If Strong Is Wrong I Don't Want To Be Right
I don't know if I have ever really talked about my opinion on exercise mainly because I didn't think most would want to hear it but my thoughts on nutrition and the way I prescribe nutrition plans and macros go hand in hand with the way I think you should exercise so here it goes.
First let me say I don't disagree with Crossfit but the real reason I stopped coaching Crossfit is because most boxes are trying to kill you with cardio. It's metcon city and some twenty something year old who thinks they got what it takes to make it to the games is the mayor. They program metcon after metcon of twenty or thirty minutes in length because they don't know how to fill an hour of real instruction with strength being the focus with a short 5-10 min (or even shorter) metcon to finish the workout. In towns where several Crossfit gyms exist it's more important to be the gym which is the most crossfitty not the one who has the most effective results based programming. Crossfit is supposed to be a mixture of ALL training methods. If you mixed a workout program with strongman, powerlifting, olympic lifting, kettlebells, pull-ups and dips and threw some jump rope, running, biking, and rowing in you would have Crossfit but the focus is never where it should be. You should be attempting to get people as strong as you can in the movements in these areas first and foremost instead of 100's of repetitions in the 50% range of their 1 rep max everyday. That's just cardio with weights. It burns calories and makes people sore but it doesn't make them better and the job of a coach is to make people better not make them happy. Ask yourself this question. How long I have been crossfitting and how many workouts can I complete RX in the time cap that requires weight on the barbell? If you have been doing this for a few years and your answer is zero then your gym is failing you. It doesn't matter where they start it doesn't take years to get someone to 135 lbs on the barbell and then have them do 30 clean and jerks in 3 to 4 minutes (which is respectable but not fast). Newbie gains would get you there in under a year if it were done correctly.
My point, I need to get to my point. My point is always want to and strive to have more strength and more muscle. Ask your gym for more strength training! More muscle directly improves your metabolism which allows you to eat more. More muscle improves your insulin sensitivity which allows you to eat more. Eating more allows you to lift more and allows you to recover faster which helps creates more muscle.
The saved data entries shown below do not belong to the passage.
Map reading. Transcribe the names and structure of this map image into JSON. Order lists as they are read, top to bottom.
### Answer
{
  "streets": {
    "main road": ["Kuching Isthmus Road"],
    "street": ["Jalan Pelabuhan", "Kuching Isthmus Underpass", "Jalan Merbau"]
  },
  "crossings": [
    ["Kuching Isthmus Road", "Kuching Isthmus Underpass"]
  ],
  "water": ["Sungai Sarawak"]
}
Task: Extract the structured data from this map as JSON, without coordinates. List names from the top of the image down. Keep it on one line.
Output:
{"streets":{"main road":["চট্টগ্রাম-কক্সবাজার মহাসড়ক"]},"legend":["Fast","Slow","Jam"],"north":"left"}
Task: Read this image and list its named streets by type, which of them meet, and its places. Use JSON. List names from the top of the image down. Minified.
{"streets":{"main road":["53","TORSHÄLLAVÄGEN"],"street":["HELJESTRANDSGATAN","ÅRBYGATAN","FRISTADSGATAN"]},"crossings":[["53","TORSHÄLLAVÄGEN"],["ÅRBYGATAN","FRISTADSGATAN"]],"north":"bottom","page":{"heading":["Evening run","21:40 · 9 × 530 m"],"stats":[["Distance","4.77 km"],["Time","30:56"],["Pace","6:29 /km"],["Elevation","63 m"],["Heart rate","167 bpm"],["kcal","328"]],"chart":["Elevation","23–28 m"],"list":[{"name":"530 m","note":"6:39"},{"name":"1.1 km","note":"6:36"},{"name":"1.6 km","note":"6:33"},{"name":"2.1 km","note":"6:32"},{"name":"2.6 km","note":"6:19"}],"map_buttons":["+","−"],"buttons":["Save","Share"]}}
See a pattern? More muscle also makes you better at the metcons. Let's take Grace for example. The 30 clean and jerks for time I mentioned earlier for the people reading that aren't crossfitters. You should be able to fly through this workout if the prescribed weight is roughly 50% of your 1 rep max. The prescribed weight is 135 lbs for men which would make your 1 rep around 265 lbs. Is your gym always trying to make you better and stronger and this movement? Are they breaking the movement up and focusing on the individual movements that make up the clean and jerk like the overhead press, deadlift, or hang power clean and power clean? Getting stronger in these individual movements would greatly improve your Grace time and the weight you use but not if you only saw them in metcons every week. Metcons five or six days a week of 100's of repetitions are not making you better. They are giving you overuse injuries and a good calorie burn at best. If you want a good calorie burn do a spin class. If you want to move some weight and have some muscle definition then move some damn weight and build some damn muscle. If your gym doesn't do it find one that does. You are paying them good money to make you better they should be doing it.